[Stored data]
= = =

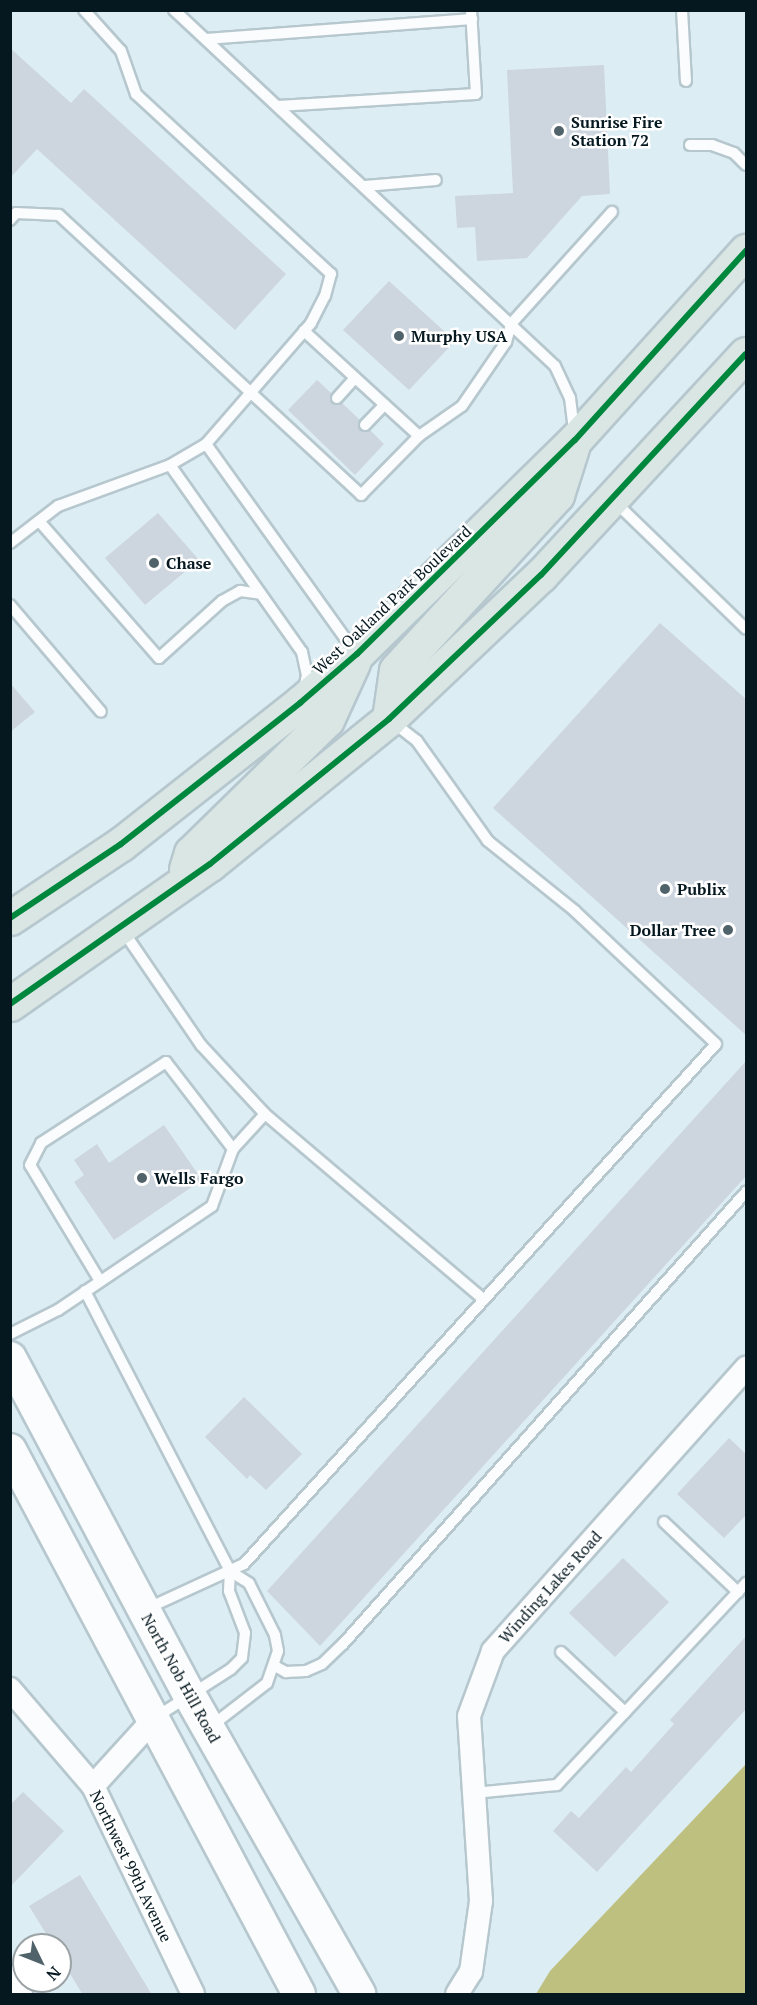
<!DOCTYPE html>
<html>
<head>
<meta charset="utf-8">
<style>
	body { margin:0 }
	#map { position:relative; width:757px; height:2005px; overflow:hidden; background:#ddedf4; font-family:"PT Serif",serif }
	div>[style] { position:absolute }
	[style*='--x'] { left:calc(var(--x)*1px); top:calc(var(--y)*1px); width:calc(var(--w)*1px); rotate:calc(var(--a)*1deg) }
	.water>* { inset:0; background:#bec080 }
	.building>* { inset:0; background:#cdd5de }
	.roads { filter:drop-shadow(2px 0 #b6c7ce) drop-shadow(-2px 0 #b6c7ce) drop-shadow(0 2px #b6c7ce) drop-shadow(0 -2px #b6c7ce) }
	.service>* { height:10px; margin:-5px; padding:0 5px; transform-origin:5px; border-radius:5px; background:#fafcfd }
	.minor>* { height:22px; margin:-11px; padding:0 11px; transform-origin:11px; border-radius:11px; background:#fafcfd }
	.secondary>* { height:32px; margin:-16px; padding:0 16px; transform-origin:16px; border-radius:16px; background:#fafcfd }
	.primary>* { height:33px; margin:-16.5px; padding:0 16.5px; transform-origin:16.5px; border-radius:16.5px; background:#dae6e4 }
	.cycleway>* { height:6px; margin:-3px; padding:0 3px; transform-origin:3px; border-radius:3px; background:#00873e }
	.dots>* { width:16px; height:16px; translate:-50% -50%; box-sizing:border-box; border:3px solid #fff; border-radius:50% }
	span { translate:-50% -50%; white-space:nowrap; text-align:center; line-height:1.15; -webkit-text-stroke:5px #fff; paint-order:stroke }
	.poi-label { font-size:16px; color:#051820; font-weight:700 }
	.left { translate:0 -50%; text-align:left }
	.right { translate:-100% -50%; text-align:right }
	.street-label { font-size:16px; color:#051820 }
	.frame { position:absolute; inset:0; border:12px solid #051820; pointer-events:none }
	.north { position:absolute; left:12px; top:1933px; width:60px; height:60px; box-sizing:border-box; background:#fff; border:2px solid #9ba3a6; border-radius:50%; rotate:133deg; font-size:16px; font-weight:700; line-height:24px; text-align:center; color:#051820 }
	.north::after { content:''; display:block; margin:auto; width:21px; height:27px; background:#51636a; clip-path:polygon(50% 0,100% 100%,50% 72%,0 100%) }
</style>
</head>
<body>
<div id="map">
	<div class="water">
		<i style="clip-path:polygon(746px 1764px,746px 1994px,536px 1994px,550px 1971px)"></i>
	</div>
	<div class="building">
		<i style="clip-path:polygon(10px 48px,71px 103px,84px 89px,286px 274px,235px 330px,37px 149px,10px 178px)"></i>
		<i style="clip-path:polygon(604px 65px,610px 194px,582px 196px,527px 258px,477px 261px,475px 227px,457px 228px,455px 196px,513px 193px,507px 70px)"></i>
		<i style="clip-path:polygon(389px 281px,455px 341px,409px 390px,343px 330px)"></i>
		<i style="clip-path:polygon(317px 380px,331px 393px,332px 403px,342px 403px,360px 420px,359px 430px,370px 430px,384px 444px,355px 475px,288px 410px)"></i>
		<i style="clip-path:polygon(158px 513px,199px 560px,145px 605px,105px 558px)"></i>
		<i style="clip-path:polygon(660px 623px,747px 700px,747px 1036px,493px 808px)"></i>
		<i style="clip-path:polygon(10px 683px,35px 712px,10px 732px)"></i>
		<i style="clip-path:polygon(747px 1060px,747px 1175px,320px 1646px,267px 1591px)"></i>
		<i style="clip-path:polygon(164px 1125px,202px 1180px,114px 1240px,74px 1182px,84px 1175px,74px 1160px,97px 1144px,109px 1163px)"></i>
		<i style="clip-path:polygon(244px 1397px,302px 1454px,266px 1490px,250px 1475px,247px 1479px,205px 1437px)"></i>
		<i style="clip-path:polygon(729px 1438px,747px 1455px,747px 1514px,724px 1538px,677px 1494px)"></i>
		<i style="clip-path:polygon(623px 1558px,669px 1602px,615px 1657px,569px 1613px)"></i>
		<i style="clip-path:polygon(747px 1635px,747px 1708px,597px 1872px,553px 1831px,571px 1811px,579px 1818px,626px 1767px,631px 1772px,674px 1724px,670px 1720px)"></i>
		<i style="clip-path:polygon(23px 1792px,64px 1831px,10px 1887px,10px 1805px)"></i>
		<i style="clip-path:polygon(80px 1875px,152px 1995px,83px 1995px,60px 1957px,60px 1945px,53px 1945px,29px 1906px)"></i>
	</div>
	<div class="roads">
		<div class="service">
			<i style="--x:174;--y:10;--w:521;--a:43.06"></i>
			<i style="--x:555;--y:366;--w:35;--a:65"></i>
			<i style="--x:570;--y:398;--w:34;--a:83"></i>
			<i style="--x:682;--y:10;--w:71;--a:86.8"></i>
			<i style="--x:206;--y:39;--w:267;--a:-4.3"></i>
			<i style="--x:278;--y:106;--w:198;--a:-3.5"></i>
			<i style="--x:476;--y:94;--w:84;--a:-93.4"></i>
			<i style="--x:690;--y:145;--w:22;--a:0"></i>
			<i style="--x:712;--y:145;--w:23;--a:20"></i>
			<i style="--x:734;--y:153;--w:17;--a:45"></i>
			<i style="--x:365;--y:186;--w:71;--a:-4.8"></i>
			<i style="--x:10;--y:220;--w:9;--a:-49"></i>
			<i style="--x:16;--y:213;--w:43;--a:2.7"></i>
			<i style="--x:59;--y:215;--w:412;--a:42.8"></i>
			<i style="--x:361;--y:495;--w:83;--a:-45.5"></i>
			<i style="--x:419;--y:436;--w:156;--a:-137.6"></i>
			<i style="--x:337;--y:398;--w:27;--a:-48"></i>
			<i style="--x:365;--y:425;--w:28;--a:-46"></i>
			<i style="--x:419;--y:436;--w:52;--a:-34.9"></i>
			<i style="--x:462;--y:406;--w:78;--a:-55.5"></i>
			<i style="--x:506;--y:342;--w:19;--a:-74"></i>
			<i style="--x:511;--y:324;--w:151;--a:-48"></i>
			<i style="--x:206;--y:444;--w:254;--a:54.4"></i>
			<i style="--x:170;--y:465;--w:229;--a:54.8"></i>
			<i style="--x:302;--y:652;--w:24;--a:78"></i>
			<i style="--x:307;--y:675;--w:14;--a:102"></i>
			<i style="--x:613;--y:500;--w:185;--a:44.1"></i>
			<i style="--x:39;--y:521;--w:182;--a:48.8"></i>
			<i style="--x:159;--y:658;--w:85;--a:-42.1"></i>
			<i style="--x:222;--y:601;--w:21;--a:-29"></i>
			<i style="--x:240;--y:591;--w:21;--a:8"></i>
			<i style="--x:10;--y:543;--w:61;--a:-37.6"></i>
			<i style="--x:58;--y:506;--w:119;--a:-20.1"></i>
			<i style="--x:170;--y:465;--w:42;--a:-30.3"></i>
			<i style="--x:206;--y:444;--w:160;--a:-49"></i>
			<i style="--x:311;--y:323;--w:30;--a:-63"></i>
			<i style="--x:325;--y:296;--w:23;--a:-75"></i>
			<i style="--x:331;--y:274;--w:265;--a:-137.3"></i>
			<i style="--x:136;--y:94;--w:46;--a:-109.2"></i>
			<i style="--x:121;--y:51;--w:55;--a:-132.1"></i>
			<i style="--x:10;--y:605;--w:140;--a:49.6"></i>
			<i style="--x:265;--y:1114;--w:287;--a:40.3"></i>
			<i style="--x:100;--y:1281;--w:135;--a:-121.1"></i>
			<i style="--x:30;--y:1165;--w:25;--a:-63"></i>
			<i style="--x:41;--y:1143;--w:149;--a:-32.9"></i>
			<i style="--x:166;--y:1062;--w:110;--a:52.4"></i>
			<i style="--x:85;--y:1291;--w:315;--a:62.6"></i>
			<i style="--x:230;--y:1571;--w:20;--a:93"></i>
			<i style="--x:229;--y:1591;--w:45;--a:69.1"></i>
			<i style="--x:245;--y:1633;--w:25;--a:97"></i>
			<i style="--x:242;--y:1658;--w:16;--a:135"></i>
			<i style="--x:231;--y:1669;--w:89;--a:147.4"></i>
			<i style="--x:10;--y:1334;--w:54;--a:-26.6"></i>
			<i style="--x:58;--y:1310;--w:186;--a:-34"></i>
			<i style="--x:212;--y:1206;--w:61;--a:-69.8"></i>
			<i style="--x:233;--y:1149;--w:47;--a:-47.6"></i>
			<i style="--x:265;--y:1114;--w:94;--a:-132.8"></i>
			<i style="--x:201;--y:1045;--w:140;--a:-124.3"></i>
			<i style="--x:664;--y:1522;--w:102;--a:43.4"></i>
			<i style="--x:146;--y:1609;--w:108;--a:-24.7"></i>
			<i style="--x:244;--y:1564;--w:702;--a:-47.77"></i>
			<i style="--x:716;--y:1044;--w:194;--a:-136.7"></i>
			<i style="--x:575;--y:911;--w:112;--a:-141.2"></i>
			<i style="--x:488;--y:841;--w:123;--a:-125.4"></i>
			<i style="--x:417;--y:741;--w:33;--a:-142"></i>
			<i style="--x:561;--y:1652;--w:88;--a:43.2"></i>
			<i style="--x:275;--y:1666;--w:13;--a:29"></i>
			<i style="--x:286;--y:1672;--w:20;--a:-3"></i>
			<i style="--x:306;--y:1671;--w:17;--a:-24"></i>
			<i style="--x:322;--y:1664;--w:29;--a:-44"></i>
			<i style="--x:343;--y:1644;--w:606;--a:-48.28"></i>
			<i style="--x:210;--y:1727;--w:72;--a:-37.7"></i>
			<i style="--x:267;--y:1683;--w:34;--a:-71"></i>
			<i style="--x:278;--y:1651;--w:16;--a:-101"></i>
			<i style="--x:275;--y:1635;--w:58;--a:-116.6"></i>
			<i style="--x:249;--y:1583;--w:22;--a:-148"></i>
			<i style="--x:474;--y:1793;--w:83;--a:-5.5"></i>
			<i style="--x:557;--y:1785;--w:277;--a:-46.9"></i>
		</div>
		<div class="minor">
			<i style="--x:10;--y:1689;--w:128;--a:49.4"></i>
			<i style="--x:93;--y:1786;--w:231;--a:64.3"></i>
			<i style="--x:93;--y:1786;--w:91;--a:-47.7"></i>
			<i style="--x:10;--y:1977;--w:20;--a:57"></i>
			<i style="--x:457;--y:1994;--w:26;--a:-58"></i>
			<i style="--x:471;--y:1972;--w:72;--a:-82"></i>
			<i style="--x:481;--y:1901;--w:185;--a:-93.7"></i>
			<i style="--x:469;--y:1716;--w:69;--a:-69.7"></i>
			<i style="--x:493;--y:1651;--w:380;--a:-48.2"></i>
		</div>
		<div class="secondary">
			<i style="--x:10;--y:1358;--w:383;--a:62"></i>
			<i style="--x:190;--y:1696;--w:343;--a:60.4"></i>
			<i style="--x:10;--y:1450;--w:616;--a:62.02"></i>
		</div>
		<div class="primary">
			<i style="--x:389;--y:719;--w:49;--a:-81.9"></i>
			<i style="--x:396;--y:670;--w:238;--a:-47.4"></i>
			<i style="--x:557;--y:495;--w:49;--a:-72.3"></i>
			<i style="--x:186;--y:869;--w:17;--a:-73"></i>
			<i style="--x:191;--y:853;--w:190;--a:-44.4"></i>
			<i style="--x:327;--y:720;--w:63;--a:-65.5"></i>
			<i style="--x:10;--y:918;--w:133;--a:-33.7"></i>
			<i style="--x:121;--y:844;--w:228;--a:-38.2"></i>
			<i style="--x:300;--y:703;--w:75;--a:-40.7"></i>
			<i style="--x:357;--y:654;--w:305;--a:-44.5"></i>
			<i style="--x:575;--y:440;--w:255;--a:-47.9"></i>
			<i style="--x:10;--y:1004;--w:244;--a:-35"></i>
			<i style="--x:210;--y:864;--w:230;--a:-39"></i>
			<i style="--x:389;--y:719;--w:209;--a:-43.5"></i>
			<i style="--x:541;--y:575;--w:301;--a:-47.2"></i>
		</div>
	</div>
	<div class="cycleway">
		<i style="--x:10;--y:918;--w:133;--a:-33.7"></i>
		<i style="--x:121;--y:844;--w:228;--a:-38.2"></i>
		<i style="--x:300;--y:703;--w:75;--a:-40.7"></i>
		<i style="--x:357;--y:654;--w:305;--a:-44.5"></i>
		<i style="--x:575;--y:440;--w:255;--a:-47.9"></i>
		<i style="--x:10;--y:1004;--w:244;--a:-35"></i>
		<i style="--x:210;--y:864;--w:230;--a:-39"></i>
		<i style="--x:389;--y:719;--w:209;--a:-43.5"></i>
		<i style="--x:541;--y:575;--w:301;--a:-47.2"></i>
	</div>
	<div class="dots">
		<i style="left:559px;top:131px;background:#51636a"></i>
		<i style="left:399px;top:336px;background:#51636a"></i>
		<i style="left:154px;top:563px;background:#51636a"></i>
		<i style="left:665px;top:889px;background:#51636a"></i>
		<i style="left:728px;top:930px;background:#51636a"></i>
		<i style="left:142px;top:1178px;background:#51636a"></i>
	</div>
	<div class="poi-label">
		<span class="left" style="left:571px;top:131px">Sunrise Fire<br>Station 72</span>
		<span class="left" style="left:411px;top:336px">Murphy USA</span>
		<span class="left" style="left:166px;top:563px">Chase</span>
		<span class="left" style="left:677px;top:889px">Publix</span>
		<span class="right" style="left:716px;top:930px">Dollar Tree</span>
		<span class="left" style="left:154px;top:1178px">Wells Fargo</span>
	</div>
	<div class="street-label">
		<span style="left:392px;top:600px;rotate:-43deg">West Oakland Park Boulevard</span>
		<span style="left:550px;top:1587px;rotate:-48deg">Winding Lakes Road</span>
		<span style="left:181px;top:1678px;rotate:61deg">North Nob Hill Road</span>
		<span style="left:131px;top:1866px;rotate:64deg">Northwest 99th Avenue</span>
	</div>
	<div class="frame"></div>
	<div class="north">N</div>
</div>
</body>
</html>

= = =

The word "service" appears in some lines of the data. Copy every one of those lines.

	.service>* { height:10px; margin:-5px; padding:0 5px; transform-origin:5px; border-radius:5px; background:#fafcfd }
		<div class="service">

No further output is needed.